» Problem requirements
An exact restatement of the data below, with the pictures removed, is the required answer.

» Given records
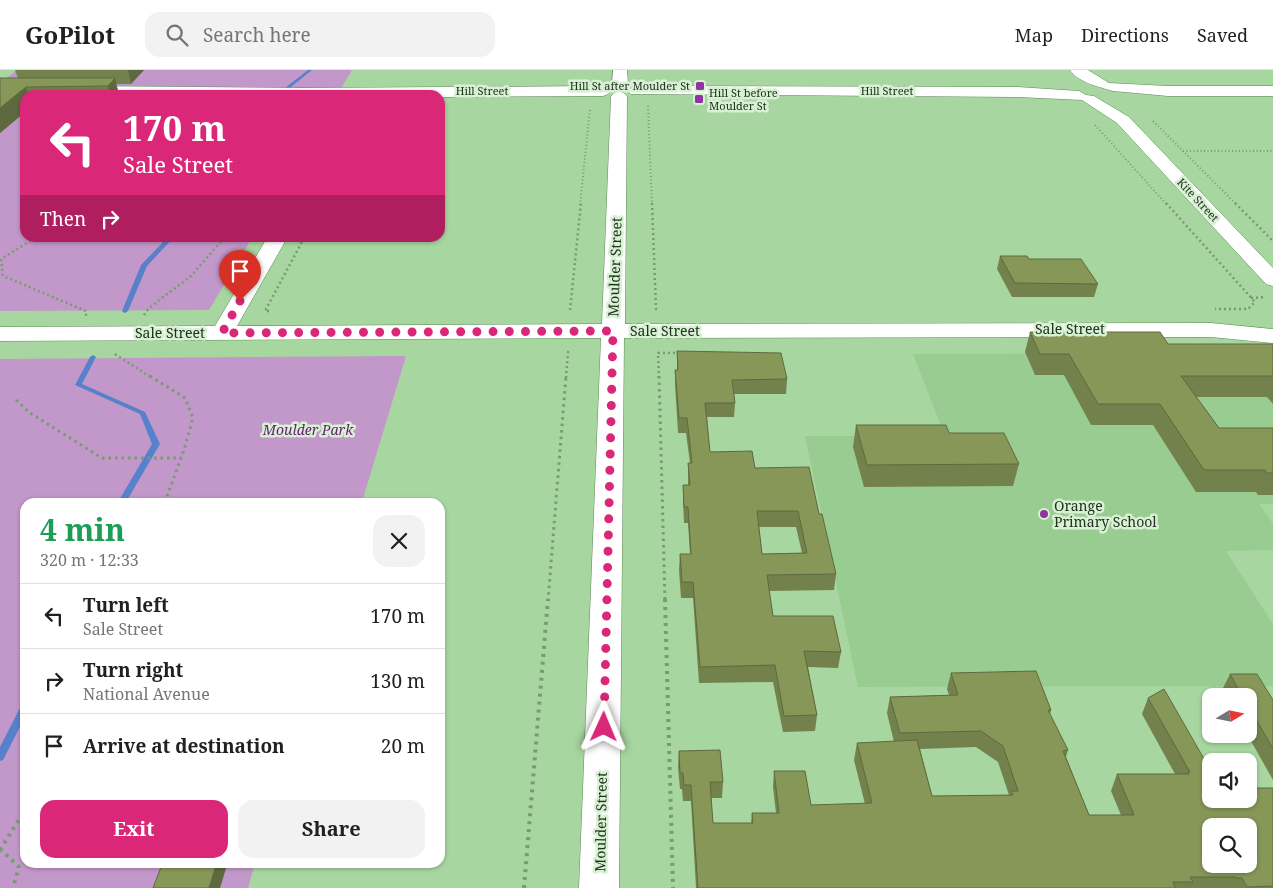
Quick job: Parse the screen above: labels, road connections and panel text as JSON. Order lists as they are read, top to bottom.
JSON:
{
  "streets": {
    "street": [
      "Hill Street",
      "Kite Street",
      "Moulder Street",
      "Sale Street"
    ]
  },
  "crossings": [
    ["Hill Street", "Kite Street"],
    ["Hill Street", "Moulder Street"],
    ["Moulder Street", "Sale Street"]
  ],
  "parks": ["Moulder Park"],
  "places": {
    "transit": ["Hill St after Moulder St", "Hill St before Moulder St"],
    "other": ["Orange Primary School"]
  },
  "north": "right",
  "page": {
    "header": "GoPilot",
    "search": "Search here",
    "nav": ["Map", "Directions", "Saved"],
    "turn": ["170 m", "Sale Street"],
    "then": "Then",
    "heading": ["4 min", "320 m · 12:33"],
    "list": [
      {
        "name": "Turn left",
        "note": "Sale Street",
        "value": "170 m"
      },
      {
        "name": "Turn right",
        "note": "National Avenue",
        "value": "130 m"
      },
      {
        "name": "Arrive at destination",
        "value": "20 m"
      }
    ],
    "buttons": ["Exit", "Share"]
  }
}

» Answer section
Quick job: Parse the screen above: labels, road connections and panel text as JSON. Order lists as they are read, top to bottom.
JSON:
{
  "streets": {
    "street": [
      "Hill Street",
      "Kite Street",
      "Moulder Street",
      "Sale Street"
    ]
  },
  "crossings": [
    ["Hill Street", "Kite Street"],
    ["Hill Street", "Moulder Street"],
    ["Moulder Street", "Sale Street"]
  ],
  "parks": ["Moulder Park"],
  "places": {
    "transit": ["Hill St after Moulder St", "Hill St before Moulder St"],
    "other": ["Orange Primary School"]
  },
  "north": "right",
  "page": {
    "header": "GoPilot",
    "search": "Search here",
    "nav": ["Map", "Directions", "Saved"],
    "turn": ["170 m", "Sale Street"],
    "then": "Then",
    "heading": ["4 min", "320 m · 12:33"],
    "list": [
      {
        "name": "Turn left",
        "note": "Sale Street",
        "value": "170 m"
      },
      {
        "name": "Turn right",
        "note": "National Avenue",
        "value": "130 m"
      },
      {
        "name": "Arrive at destination",
        "value": "20 m"
      }
    ],
    "buttons": ["Exit", "Share"]
  }
}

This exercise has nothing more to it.